Lawrow bezeichnete Berichte über Kontakte zwischen den Kriegsparteien, die von Vermittlern wie Katar oder der Türkei hergestellt worden seien, als bloße Gerüchte.
Schwere Kämpfe in der Ostukraine: Lage für Kiew weiter kritisch
Während die ukrainischen Truppen auf russischem Gebiet vorrücken, bleibt die Situation an der Front im Osten der Ukraine schwierig. Der Generalstab in Kiew berichtete in seinem abendlichen Lagebericht von 154 Gefechten auf ukrainischem Gebiet am Montag. Der Hauptangriff der Russen konzentrierte sich auf den Raum Pokrowsk im Gebiet Donezk, wo mehr als ein Drittel der Angriffe stattfanden. Nach Angaben des Generalstabs wurden allein dort mehr als 300 russische Soldaten getötet oder verletzt. Diese Angaben können jedoch nicht unabhängig überprüft werden.
Die ukrainischen Soldaten leiden weiterhin unter den Luftangriffen. Der Lagebericht spricht von 71 russischen Luftschlägen und dem Abwurf von 86 gelenkten Gleitbomben. Zudem seien zahlreiche Kamikaze-Drohnen gegen ukrainische Stellungen und Siedlungen eingesetzt worden.

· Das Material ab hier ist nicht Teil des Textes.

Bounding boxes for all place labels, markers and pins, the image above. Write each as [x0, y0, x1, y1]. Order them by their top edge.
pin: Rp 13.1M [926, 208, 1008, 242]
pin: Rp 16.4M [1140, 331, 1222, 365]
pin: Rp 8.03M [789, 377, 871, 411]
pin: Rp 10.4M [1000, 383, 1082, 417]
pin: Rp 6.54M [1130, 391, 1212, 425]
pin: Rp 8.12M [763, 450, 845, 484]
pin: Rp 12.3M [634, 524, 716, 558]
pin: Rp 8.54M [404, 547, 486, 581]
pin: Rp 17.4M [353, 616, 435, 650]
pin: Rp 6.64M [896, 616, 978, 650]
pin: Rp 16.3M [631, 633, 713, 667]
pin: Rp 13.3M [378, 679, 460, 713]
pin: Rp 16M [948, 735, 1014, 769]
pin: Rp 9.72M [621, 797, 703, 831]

Militärhilfen der USA: Kursk-Vorstoß der Ukraine soll nichts ändern
Die Gegenoffensive der Ukraine in der Region Kursk hat laut dem Pentagon keinen Einfluss auf die Unterstützung der USA für Kiew. Eine Sprecherin des US-Verteidigungsministeriums erklärte, dass Präsident Joe Biden „sehr deutlich gemacht, dass wir die Ukraine weiterhin und dauerhaft unterstützen und ihr zur Seite stehen werden, solange es nötig ist“. Dies bedeute auch, dass sich die Art der Hilfe nicht geändert habe. Die USA unterstützen Kiew weiterhin vorrangig durch die Lieferung militärischer Ausrüstung.

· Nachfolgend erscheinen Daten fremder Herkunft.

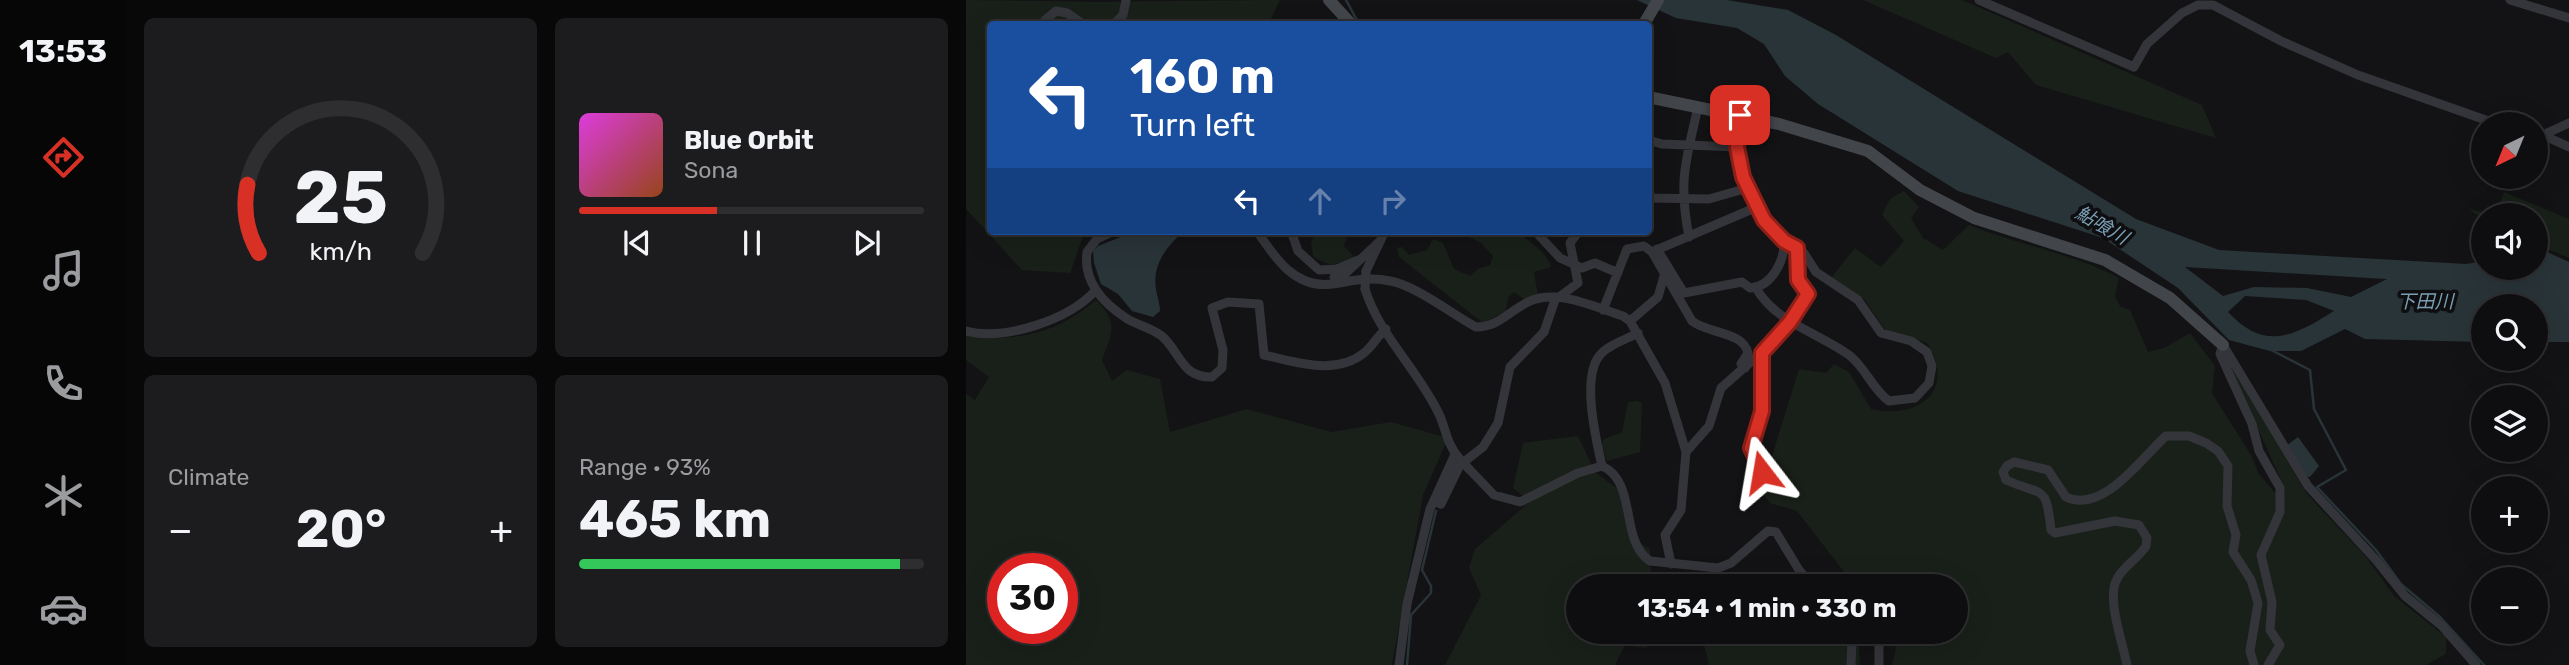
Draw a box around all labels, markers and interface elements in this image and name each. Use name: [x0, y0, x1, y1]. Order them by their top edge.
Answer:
text: 13:53: [19, 32, 107, 70]
text: 160 m: [1130, 47, 1275, 105]
icon: left: [1015, 49, 1106, 140]
pin: [1710, 85, 1770, 145]
icon: arrive: [1721, 96, 1759, 134]
text: Turn left: [1130, 106, 1255, 144]
north arrow: [2471, 112, 2548, 189]
map controls: [2471, 112, 2548, 644]
text: Blue Orbit: [684, 125, 814, 156]
icon: directions: [39, 133, 88, 182]
text: 25: [293, 156, 388, 242]
text: Sona: [684, 156, 738, 184]
icon: left: [1228, 182, 1266, 220]
icon: ahead: [1301, 182, 1339, 220]
icon: right: [1374, 182, 1412, 220]
water label: 鮎喰川: [2072, 201, 2134, 250]
button: sound: [2471, 203, 2548, 280]
icon: previous: [618, 224, 656, 262]
icon: pause: [733, 224, 771, 262]
icon: next: [848, 224, 886, 262]
text: km/h: [309, 237, 372, 266]
icon: music: [39, 246, 88, 295]
water label: 下田川: [2396, 290, 2455, 313]
button: search: [2471, 294, 2548, 371]
icon: phone: [39, 359, 88, 408]
button: layers: [2471, 385, 2548, 462]
position arrow: [1725, 435, 1799, 509]
text: Range · 93%: [579, 453, 711, 481]
text: Climate: [168, 463, 249, 491]
icon: climate: [39, 471, 88, 520]
button: +: [2471, 476, 2548, 553]
text: 465 km: [579, 488, 771, 550]
text: 20°: [296, 498, 386, 560]
text: −: [168, 507, 193, 553]
text: +: [489, 507, 513, 553]
speed limit sign: 30: [987, 553, 1078, 644]
button: −: [2471, 567, 2548, 644]
icon: car: [39, 584, 88, 633]
text: 13:54 · 1 min · 330 m: [1637, 593, 1897, 624]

US-Verteidigungsminister Lloyd Austin versicherte seinem ukrainischen Kollegen Rustem Umerow in einem Gespräch am Montag die weitere Unterstützung der USA, so Sprecherin Sabrina Singh. Austin habe in dem Gespräch auch ein besseres Verständnis dafür bekommen, was die Ukraine mit der Gegenoffensive erreichen wolle. Auf Nachfrage wollte die Sprecherin nicht sagen, ob Washington Kiew zusätzliche Satelliteninformationen zur Verfügung stelle. Sie wolle nicht öffentlich über den Austausch von Geheimdienstinformationen mit den Ukrainern sprechen, sagte sie. „Aber wir haben diese Beziehung zu ihnen.“ (lrg/dpa)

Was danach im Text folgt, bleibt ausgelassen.